Um rio atmosférico é como um “corredor” estreito de ar carregado de vapor de água que cruza a atmosfera, transportando enormes quantidades de humidade dos trópicos para outras regiões do planeta. Quando esse corredor chega a áreas continentais (especialmente onde há montanhas ou ar mais frio), o vapor condensa e se transforma em chuva intensa ou neve.

O que é, em termos simples

  • É uma faixa longa e estreita de vapor de água concentrado na atmosfera, muitas vezes com centenas ou milhares de quilómetros de extensão.
  • Costuma estar nos níveis médios e altos da atmosfera, tipicamente entre cerca de 12 e 17 km de altura em alguns casos descritos.
  • Funciona como um “rio invisível” de humidade, sem margens, mas com um fluxo bem definido, capaz de transportar mais vapor de água do que grandes rios de superfície, como o Amazonas.

Como se forma

  • O ar quente e húmido dos trópicos é “puxado” por sistemas de grande escala (como frentes e a corrente de jato) e organizado em faixas estreitas.
  • A corrente de jato ajuda a canalizar essa humidade, criando estruturas filamentosas de vapor de água concentrado.
  • Quando o rio atmosférico encontra montanhas ou massas de ar mais frias, o ar é forçado a subir, arrefece, condensa e gera nuvens e precipitação — o processo chama‑se elevação orográfica.

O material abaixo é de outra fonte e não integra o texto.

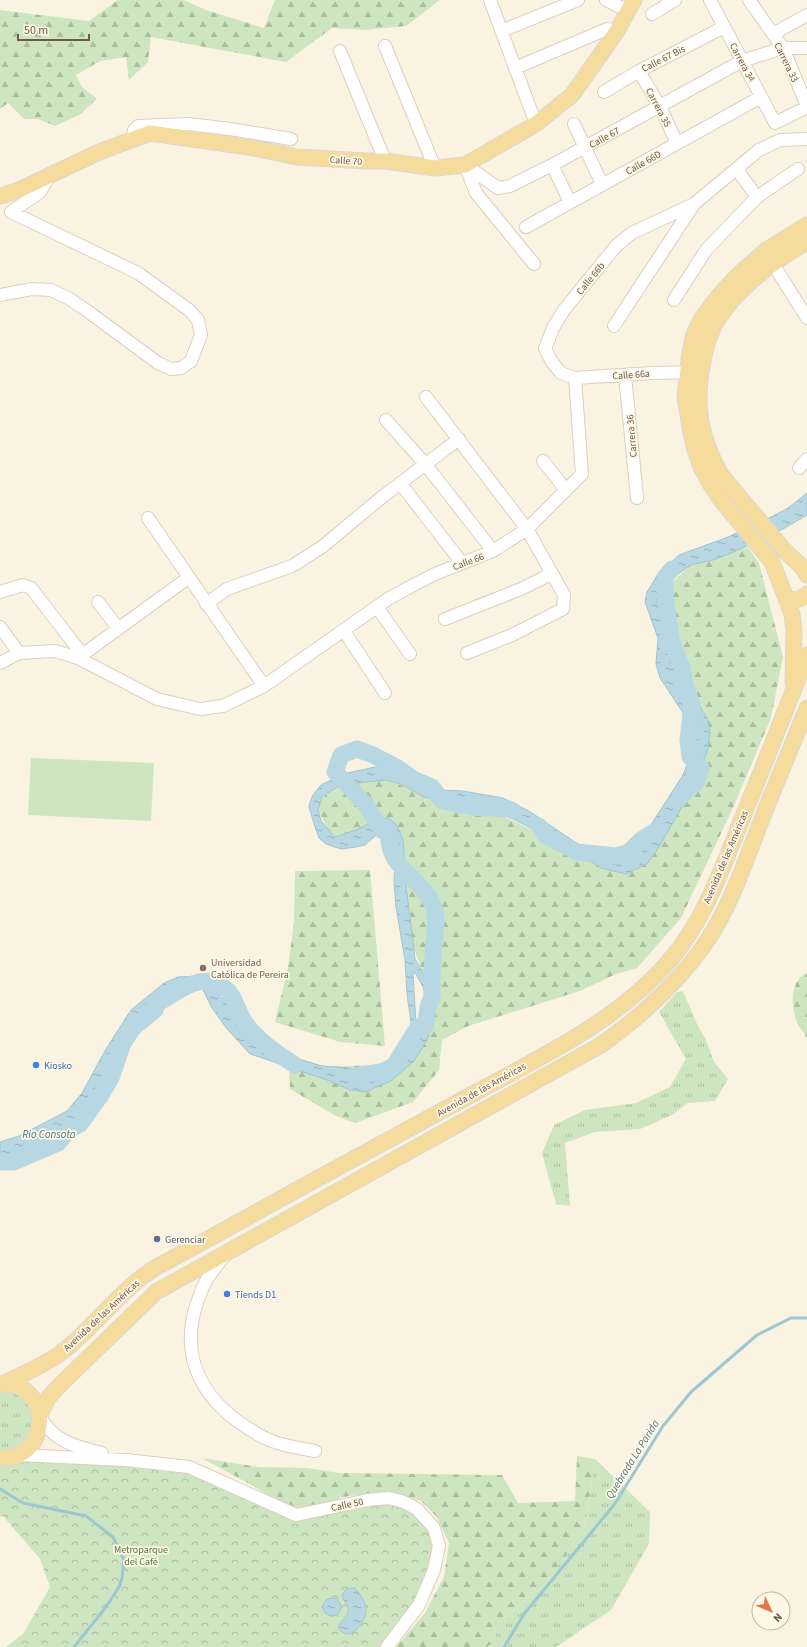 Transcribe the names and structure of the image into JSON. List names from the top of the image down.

Impactos no tempo e no clima

  • Ao chegar à terra, um rio atmosférico pode causar episódios de chuva muito intensa e duradoura, ou de neve abundante em regiões frias.
  • Em vários lugares (como costa oeste dos EUA, Andes, e partes do Brasil e América do Sul), esses eventos estão associados a inundações, deslizamentos de terra e outros impactos extremos.
  • Ao mesmo tempo, eles são fundamentais para o ciclo global da água, respondendo por grande parte do transporte de vapor no sentido norte–sul e ajudando a garantir parte da chuva sazonal em muitas regiões.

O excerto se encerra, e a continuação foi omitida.